いつ東京でテロが起こるかもわからないのに、街はやれイルミネーションだクリスマスだと浮かれていて、それでも私は浮かれる気持ちになれず、ひとりでゆっくりする時間が欲しいと思ってしまう。大学の倫理の講義ではやはり教授がテロリズムについて解説していて、中学生のときに覚えた「マスターキーはない」という決め台詞を心の中でつぶやいた。悪の親玉を根絶やしにすれば世界が平和になるはずだなんて本気で思っているのはイルミネーションの中で抱き合っているカップルだけでいい。寧ろ彼らには世界は平和だと錯覚したままでいて欲しいとさえ思う。
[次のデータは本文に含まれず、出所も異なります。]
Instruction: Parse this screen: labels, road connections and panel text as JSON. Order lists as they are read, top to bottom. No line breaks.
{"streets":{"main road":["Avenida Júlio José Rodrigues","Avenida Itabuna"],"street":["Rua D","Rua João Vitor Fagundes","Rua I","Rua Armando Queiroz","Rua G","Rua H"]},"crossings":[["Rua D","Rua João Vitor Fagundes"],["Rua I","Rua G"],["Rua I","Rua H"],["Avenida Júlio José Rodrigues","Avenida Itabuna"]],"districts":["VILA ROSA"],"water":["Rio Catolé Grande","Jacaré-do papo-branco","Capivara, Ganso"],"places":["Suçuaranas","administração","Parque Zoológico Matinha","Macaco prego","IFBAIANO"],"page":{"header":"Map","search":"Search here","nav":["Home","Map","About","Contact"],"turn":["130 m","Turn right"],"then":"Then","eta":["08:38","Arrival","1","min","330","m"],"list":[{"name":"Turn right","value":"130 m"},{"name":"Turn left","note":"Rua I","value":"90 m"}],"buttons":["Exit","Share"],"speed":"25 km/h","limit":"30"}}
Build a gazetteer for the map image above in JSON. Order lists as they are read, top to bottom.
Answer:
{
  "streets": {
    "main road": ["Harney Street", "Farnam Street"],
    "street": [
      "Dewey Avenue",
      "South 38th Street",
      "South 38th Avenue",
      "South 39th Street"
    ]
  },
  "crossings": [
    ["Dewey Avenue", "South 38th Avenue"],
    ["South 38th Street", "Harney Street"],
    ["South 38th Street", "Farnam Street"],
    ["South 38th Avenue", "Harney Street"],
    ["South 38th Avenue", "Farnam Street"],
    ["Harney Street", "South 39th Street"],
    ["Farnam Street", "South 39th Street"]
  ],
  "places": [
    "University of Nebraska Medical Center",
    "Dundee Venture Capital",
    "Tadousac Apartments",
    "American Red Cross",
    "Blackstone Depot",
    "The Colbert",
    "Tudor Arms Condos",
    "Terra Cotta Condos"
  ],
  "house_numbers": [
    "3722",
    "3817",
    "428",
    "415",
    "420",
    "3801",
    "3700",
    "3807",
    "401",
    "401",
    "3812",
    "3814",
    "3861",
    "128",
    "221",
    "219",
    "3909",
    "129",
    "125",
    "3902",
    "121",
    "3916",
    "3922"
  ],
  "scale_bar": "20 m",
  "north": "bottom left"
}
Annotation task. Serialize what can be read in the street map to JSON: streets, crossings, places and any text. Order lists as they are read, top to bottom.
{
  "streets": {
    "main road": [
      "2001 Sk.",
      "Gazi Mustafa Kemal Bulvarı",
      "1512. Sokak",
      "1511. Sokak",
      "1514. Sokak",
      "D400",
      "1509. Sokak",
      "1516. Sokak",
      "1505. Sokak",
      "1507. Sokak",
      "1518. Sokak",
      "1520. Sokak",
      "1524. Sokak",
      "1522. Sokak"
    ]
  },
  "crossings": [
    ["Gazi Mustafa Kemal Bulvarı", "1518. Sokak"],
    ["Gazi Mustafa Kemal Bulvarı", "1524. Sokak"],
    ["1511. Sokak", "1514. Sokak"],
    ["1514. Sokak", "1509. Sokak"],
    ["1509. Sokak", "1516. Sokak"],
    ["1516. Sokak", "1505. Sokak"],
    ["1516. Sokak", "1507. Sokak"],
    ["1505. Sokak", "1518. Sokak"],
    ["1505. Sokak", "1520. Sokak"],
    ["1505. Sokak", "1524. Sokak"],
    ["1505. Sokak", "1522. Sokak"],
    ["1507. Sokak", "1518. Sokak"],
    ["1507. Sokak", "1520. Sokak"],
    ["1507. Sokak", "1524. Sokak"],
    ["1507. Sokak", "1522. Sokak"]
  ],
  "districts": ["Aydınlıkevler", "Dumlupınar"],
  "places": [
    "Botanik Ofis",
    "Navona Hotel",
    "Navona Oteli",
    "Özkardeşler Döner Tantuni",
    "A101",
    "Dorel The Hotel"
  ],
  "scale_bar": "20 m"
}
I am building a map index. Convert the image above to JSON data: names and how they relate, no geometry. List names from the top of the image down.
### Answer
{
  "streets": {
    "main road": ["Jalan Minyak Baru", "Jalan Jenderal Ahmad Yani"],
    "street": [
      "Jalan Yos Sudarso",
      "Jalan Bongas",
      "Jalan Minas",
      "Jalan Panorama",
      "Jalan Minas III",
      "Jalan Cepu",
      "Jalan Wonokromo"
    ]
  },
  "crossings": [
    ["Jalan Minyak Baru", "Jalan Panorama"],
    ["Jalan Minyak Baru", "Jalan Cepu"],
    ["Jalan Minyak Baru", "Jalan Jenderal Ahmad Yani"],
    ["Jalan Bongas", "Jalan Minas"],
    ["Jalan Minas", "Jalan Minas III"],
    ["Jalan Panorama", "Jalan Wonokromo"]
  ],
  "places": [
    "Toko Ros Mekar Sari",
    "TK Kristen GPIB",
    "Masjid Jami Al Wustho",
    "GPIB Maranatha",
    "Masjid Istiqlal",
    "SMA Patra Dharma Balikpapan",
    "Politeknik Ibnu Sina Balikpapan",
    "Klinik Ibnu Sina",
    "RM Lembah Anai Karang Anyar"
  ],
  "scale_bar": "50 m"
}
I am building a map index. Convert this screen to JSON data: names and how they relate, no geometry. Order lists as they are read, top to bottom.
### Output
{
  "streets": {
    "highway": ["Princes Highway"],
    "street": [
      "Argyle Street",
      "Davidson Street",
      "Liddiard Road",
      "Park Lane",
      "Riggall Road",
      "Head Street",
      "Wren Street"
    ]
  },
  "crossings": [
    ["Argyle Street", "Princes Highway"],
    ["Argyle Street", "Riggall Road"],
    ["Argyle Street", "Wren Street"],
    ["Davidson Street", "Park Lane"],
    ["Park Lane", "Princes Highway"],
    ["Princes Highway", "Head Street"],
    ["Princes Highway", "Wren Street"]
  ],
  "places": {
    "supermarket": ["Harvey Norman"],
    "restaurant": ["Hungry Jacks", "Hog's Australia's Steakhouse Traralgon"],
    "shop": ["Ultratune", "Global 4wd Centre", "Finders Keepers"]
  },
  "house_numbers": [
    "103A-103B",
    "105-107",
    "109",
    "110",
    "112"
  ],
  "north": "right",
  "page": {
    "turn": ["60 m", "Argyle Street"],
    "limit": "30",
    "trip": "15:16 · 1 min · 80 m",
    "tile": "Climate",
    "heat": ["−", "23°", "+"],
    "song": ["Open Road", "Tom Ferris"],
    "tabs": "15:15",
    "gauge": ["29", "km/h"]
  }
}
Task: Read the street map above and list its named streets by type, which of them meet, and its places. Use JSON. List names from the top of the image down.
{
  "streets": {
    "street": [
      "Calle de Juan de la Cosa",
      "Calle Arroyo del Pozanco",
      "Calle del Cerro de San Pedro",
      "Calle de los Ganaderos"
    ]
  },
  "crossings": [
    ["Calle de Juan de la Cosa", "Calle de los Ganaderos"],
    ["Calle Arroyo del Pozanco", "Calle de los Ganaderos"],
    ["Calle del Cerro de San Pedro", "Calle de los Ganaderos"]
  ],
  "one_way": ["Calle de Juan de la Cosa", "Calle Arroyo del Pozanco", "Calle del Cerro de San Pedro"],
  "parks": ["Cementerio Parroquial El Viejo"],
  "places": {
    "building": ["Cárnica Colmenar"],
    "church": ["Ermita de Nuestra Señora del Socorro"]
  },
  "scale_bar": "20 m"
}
日本は平和な国であるという幻想は憲法9条なんか知らないような人間ですら抱いているものであるのかもしれないが、震災をはじめとする災害に埋もれがちであるものの、やはり日本にもテロや無差別殺人というものは存在しているのである。それは決して他人事ではなく、いつ自分が当事者となるかもわからない。安保法案のことなんてみんな忘れてしまったのかもしれないが、「なんだかんだ言っても戦争しないっしょw」と発言してしまう人間の浅はかさが眩しい。本当に戦争が起こらない限り、日本において戦争というものが現実味を持って語られることはないのだろう。先の大戦だって、今や物語のように思われている節があるほどである。国内国外問わず、テロ事件、空爆、無差別殺戮のニュースを聞いても、どこか別の世界の話として受け流してしまえる。フィクションだから、我々の日常には関わらないから、娯楽コンテンツとして消費され、忘れ去られる。日本人の楽天的なその日暮らしの国民性があるからこそ、私は明日も呑気に学校やバイトへ向かえるのであろう。